Exercise directions: Run through the data and copy out every line that mentions the word "with".

Source records
Segment Open
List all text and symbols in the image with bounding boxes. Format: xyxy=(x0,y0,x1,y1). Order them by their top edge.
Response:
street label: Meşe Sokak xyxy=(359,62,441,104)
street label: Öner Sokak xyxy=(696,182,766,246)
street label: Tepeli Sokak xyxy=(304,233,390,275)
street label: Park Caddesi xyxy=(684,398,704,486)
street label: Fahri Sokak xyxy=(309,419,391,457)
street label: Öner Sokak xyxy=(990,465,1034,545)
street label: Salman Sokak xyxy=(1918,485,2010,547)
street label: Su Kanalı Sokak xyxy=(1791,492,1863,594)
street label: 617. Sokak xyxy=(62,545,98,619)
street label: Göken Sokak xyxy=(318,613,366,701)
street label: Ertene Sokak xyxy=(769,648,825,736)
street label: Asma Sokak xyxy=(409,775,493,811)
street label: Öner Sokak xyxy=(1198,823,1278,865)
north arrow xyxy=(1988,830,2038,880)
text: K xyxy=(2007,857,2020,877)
Segment Closed
Segment Open
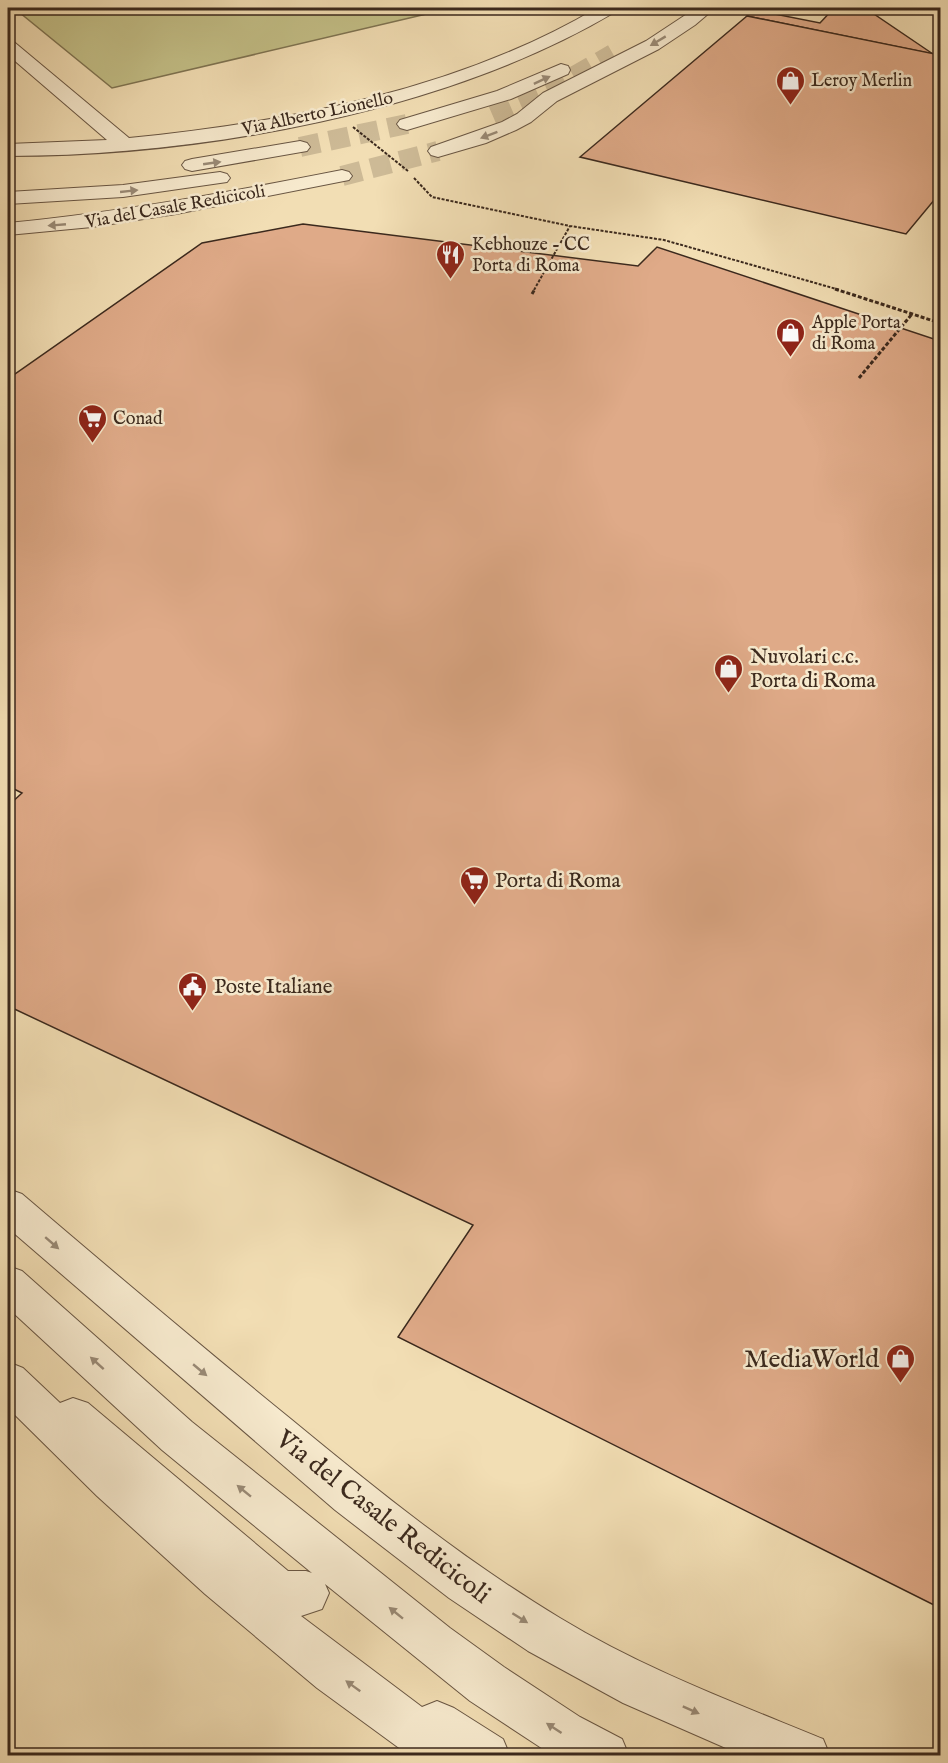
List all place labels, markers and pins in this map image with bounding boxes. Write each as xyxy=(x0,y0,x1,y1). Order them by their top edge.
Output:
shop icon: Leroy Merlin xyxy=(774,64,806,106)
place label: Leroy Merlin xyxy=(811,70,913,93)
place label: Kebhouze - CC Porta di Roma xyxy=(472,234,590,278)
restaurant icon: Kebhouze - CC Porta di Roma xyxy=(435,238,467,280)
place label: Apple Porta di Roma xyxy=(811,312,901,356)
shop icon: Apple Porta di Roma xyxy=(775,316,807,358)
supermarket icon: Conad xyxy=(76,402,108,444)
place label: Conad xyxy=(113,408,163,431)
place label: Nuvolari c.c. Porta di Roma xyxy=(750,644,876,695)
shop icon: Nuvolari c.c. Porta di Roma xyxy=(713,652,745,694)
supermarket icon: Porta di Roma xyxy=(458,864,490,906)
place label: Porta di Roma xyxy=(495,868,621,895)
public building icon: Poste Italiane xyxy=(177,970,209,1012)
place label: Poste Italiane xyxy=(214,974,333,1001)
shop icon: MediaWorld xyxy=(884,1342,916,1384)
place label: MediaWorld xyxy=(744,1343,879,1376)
Segment Closed
Segment Open
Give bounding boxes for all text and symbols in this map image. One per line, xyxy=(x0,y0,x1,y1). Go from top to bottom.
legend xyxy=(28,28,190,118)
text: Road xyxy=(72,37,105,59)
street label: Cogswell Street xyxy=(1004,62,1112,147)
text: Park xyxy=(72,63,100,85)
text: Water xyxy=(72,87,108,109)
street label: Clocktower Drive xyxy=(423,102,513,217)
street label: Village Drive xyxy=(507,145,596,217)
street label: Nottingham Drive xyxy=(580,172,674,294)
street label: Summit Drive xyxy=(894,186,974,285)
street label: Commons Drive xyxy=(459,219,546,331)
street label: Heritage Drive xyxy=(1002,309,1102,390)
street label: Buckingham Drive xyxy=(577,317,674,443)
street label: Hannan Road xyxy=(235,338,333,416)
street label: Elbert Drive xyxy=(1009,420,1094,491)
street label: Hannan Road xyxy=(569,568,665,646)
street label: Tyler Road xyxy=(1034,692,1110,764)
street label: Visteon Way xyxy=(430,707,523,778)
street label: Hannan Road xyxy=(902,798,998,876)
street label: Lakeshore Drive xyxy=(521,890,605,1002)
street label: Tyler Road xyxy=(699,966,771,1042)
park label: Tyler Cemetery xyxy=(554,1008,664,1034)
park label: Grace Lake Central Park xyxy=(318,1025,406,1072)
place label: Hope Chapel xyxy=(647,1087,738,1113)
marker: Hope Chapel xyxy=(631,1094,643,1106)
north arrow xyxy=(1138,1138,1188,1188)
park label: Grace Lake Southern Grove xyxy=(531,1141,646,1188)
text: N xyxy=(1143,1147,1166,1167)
Segment Closed
Answer area:
List all text and symbols in the image with bounding boxes. Format: xyxy=(x0,y0,x1,y1). Order them by their top edge.
List all place labels, markers and pins in this map image with bounding boxes. Write each as xyxy=(x0,y0,x1,y1). Order them by their top edge.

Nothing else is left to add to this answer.